Exercise material:
---+---

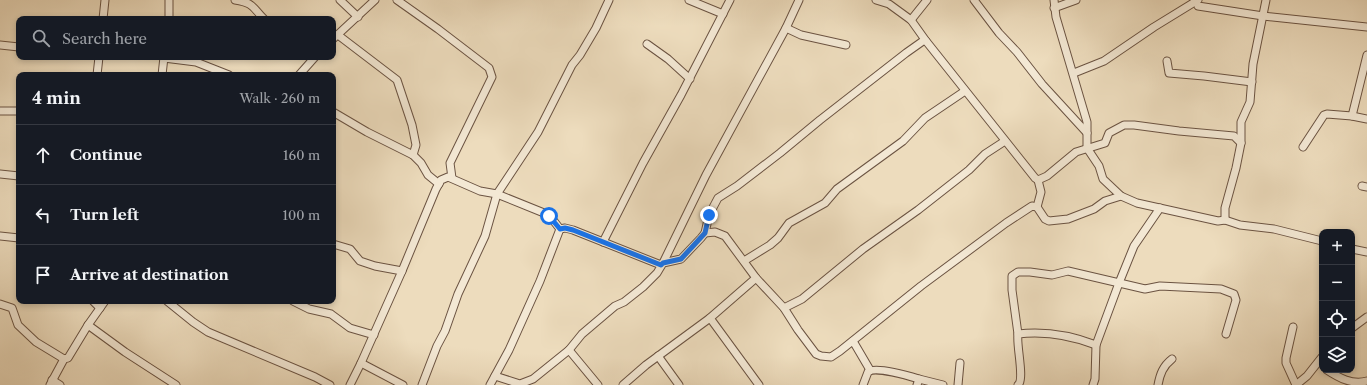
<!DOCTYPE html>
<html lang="en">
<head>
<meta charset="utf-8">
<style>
  body { margin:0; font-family:"Libre Caslon Text",serif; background:#20242c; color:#f1f3f6 }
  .controls { position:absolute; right:12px; bottom:12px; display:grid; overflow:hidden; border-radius:8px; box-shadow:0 2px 6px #0003 }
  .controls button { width:36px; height:36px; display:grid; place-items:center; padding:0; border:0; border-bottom:1px solid #363941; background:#171b24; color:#f1f3f6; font:20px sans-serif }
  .stop { position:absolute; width:12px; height:12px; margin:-9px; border:3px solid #1a73e8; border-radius:50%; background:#fff }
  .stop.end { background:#1a73e8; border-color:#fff; box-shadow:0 1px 4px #0008 }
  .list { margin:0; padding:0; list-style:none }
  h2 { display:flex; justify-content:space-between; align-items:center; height:52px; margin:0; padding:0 16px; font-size:17px }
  h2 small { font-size:13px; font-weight:400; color:#9ea1a6 }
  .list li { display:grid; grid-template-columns:26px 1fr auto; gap:12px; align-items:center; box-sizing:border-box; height:60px; padding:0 16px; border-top:1px solid #363941 }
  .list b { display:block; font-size:15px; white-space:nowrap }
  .list em { font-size:13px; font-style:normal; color:#9ea1a6 }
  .icon { flex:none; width:22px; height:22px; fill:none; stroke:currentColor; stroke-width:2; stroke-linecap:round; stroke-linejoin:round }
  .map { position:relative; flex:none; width:1367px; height:385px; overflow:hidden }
  .search { position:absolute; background:#171b24; box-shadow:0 2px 6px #0003; left:16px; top:16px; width:320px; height:44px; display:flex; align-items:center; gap:10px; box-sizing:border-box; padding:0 14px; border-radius:8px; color:#9ea1a6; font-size:15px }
  .panel { position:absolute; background:#171b24; box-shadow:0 2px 6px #0003; left:16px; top:72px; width:320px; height:232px; border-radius:8px }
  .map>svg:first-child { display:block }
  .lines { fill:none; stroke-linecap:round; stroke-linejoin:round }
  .minor-casing { stroke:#6b5342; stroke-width:9 }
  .minor { stroke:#f3e8d4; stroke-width:7 }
  .route { stroke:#1a73e8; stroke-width:5 }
</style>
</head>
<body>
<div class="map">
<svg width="1367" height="385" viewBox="0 0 1367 385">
  <rect width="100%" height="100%" fill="#eddcbd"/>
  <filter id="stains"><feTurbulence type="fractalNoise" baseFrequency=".005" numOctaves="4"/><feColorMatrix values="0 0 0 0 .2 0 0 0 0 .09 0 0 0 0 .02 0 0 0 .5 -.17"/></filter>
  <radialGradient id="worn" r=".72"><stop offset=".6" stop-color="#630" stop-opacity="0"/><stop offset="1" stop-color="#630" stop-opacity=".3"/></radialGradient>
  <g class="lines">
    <g class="minor-casing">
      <g id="minor">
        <path d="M235,0C254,3 252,7 264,19"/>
        <path d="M340,0L358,17"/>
        <path d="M397,0L438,29L489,68L492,77L450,163L452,178"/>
        <path d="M689,0L723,14"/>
        <path d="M876,0L889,4L911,20L926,41"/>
        <path d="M974,0L999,33L1017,52L1042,84L1087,133"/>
        <path d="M1054,0L1056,17L1087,122V148L1099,166L1103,179L1121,196L1137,203L1218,221L1225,220L1240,225L1274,229L1322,241"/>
        <path d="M1198,6L1263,16L1367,27"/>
        <path d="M1054,8L1076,0"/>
        <path d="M103,19L105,0"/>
        <path d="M169,19V0"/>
        <path d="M911,20L927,0"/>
        <path d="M786,28L801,35L846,45"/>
        <path d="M338,35L397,80L412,125L416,145L413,155"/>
        <path d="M333,39L375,0"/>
        <path d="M647,44L668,59L690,79"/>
        <path d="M0,45L19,47"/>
        <path d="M164,58L196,62L229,75"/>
        <path d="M1167,61L1169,73L1204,76L1252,82"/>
        <path d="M1074,73L1104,61L1154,27L1198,0"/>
        <path d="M97,75L99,57"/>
        <path d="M162,75L164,57"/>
        <path d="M299,75L315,57"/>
        <path d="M0,111H19"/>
        <path d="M333,112L367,132L413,155L421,163L428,175L439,184"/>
        <path d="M1352,116L1367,55"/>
        <path d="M1303,147L1324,115L1327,114L1352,116L1367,119"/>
        <path d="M0,174L19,176"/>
        <path d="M1362,186L1367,187"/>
        <path d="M1037,207L1041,192L1038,180"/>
        <path d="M1225,220V208L1236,168L1241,143V122L1250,102L1253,64L1266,0"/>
        <path d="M560,229L565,228L573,230L661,265"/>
        <path d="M705,233L715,232L725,236L756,278L784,308L798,330L816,354L821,356L831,357L840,351L921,286L1006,223L1032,206L1037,207L1045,219L1049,221L1068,219L1094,209L1105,201L1121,196"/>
        <path d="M0,236L19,238"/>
        <path d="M603,242L643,163L681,95L730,0"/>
        <path d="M333,244L350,249L360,261L375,266L402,271"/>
        <path d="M1352,249L1367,252"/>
        <path d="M744,261L770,245L778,238L789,223L825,203L837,189L903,141L925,118L965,91"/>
        <path d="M663,263L706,175L786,28L799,0"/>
        <path d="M93,301L100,308"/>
        <path d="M167,301L193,322L208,332L315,377L330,385"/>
        <path d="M293,301L309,309L331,314L350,328L374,335"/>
        <path d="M0,304L12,308L18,325L36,342L64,359"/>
        <path d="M784,308L802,299L863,249L918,210L969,170L985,154L1005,141"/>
        <path d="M710,318L756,278"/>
        <path d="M88,325L125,352L176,385"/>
        <path d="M1293,327L1286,358V363L1296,385"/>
        <path d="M1352,328L1367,317"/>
        <path d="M1018,334L1012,290V276L1018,272H1030L1052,275L1068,271L1145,289L1160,286L1221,289L1234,294L1236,300L1226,334"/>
        <path d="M853,341L870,370"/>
        <path d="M658,356L679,385"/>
        <path d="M361,363L403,385"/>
        <path d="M1327,370C1339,378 1352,385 1367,381"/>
        <path d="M495,376L520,384L533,379L569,350"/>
        <path d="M52,380L60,385"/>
        <path d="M50,385L64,359L68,358L88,325L105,301"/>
        <path d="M350,385L361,363L402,271L436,189L441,180L448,177L480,191L497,194L544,213L553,220L560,229"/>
        <path d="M422,385L437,346L445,331L458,294L485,236L497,194L538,132L572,65L580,55L596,28L609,0"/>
        <path d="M490,385L509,350L540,281L560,229"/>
        <path d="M598,385L569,350L582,334L615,306L624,302L643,287L657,273L663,263L681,259L701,238L705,233L709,215L718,198L737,186L780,153L820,120L906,53L923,41H926L930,46L1035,178L1038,180L1047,176L1076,152L1105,143L1109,133L1124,125H1134L1179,131L1234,136L1241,143"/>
        <path d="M623,385L646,365L710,318L759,385"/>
        <path d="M863,385L868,372C875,366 909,376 919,379"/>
        <path d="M917,385L919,379L943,385"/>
        <path d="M958,385L960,363"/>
        <path d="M1018,385C1025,379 1016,345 1018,334C1044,331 1070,335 1096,345"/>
        <path d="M1093,385L1095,379L1096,345L1119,283L1134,246L1160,208"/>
        <path d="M1158,385C1160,374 1163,366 1172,359"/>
        <path d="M1296,385L1307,376L1322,357"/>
      </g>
    </g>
    <use href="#minor" class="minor"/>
  </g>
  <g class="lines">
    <path class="route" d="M549,216L560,229L565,228L573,230L661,265L663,263L681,259L694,245L705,233L709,215"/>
  </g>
  <rect width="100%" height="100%" filter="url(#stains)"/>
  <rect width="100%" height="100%" fill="url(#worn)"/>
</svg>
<div class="controls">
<button>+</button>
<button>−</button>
<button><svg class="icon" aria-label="locate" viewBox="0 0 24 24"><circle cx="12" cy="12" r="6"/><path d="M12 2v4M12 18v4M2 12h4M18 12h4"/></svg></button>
<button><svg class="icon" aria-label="layers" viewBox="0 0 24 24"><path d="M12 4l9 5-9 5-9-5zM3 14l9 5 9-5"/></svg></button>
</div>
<div class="stop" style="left:549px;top:216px"></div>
<div class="stop end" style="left:709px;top:215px"></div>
<div class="search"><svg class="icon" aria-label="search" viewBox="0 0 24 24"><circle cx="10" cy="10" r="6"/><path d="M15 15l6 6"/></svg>Search here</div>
<section class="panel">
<h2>4 min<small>Walk · 260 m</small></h2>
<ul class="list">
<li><svg class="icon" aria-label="ahead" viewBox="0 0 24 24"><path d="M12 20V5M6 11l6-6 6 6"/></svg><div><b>Continue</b></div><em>160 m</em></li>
<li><svg class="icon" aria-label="left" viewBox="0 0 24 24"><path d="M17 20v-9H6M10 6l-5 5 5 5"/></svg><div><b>Turn left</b></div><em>100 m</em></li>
<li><svg class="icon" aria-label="arrive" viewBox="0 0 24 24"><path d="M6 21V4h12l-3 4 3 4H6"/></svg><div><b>Arrive at destination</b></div></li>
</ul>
</section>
</div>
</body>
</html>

---+---

Task prompt:
Out of the material above, output word for word the line with "display:flex; justify-content:space-between; align-items:center;", the line with "flex:none; width:22px; height:22px;", and all lines between them, with nothing else.

Problem solution:
  h2 { display:flex; justify-content:space-between; align-items:center; height:52px; margin:0; padding:0 16px; font-size:17px }
  h2 small { font-size:13px; font-weight:400; color:#9ea1a6 }
  .list li { display:grid; grid-template-columns:26px 1fr auto; gap:12px; align-items:center; box-sizing:border-box; height:60px; padding:0 16px; border-top:1px solid #363941 }
  .list b { display:block; font-size:15px; white-space:nowrap }
  .list em { font-size:13px; font-style:normal; color:#9ea1a6 }
  .icon { flex:none; width:22px; height:22px; fill:none; stroke:currentColor; stroke-width:2; stroke-linecap:round; stroke-linejoin:round }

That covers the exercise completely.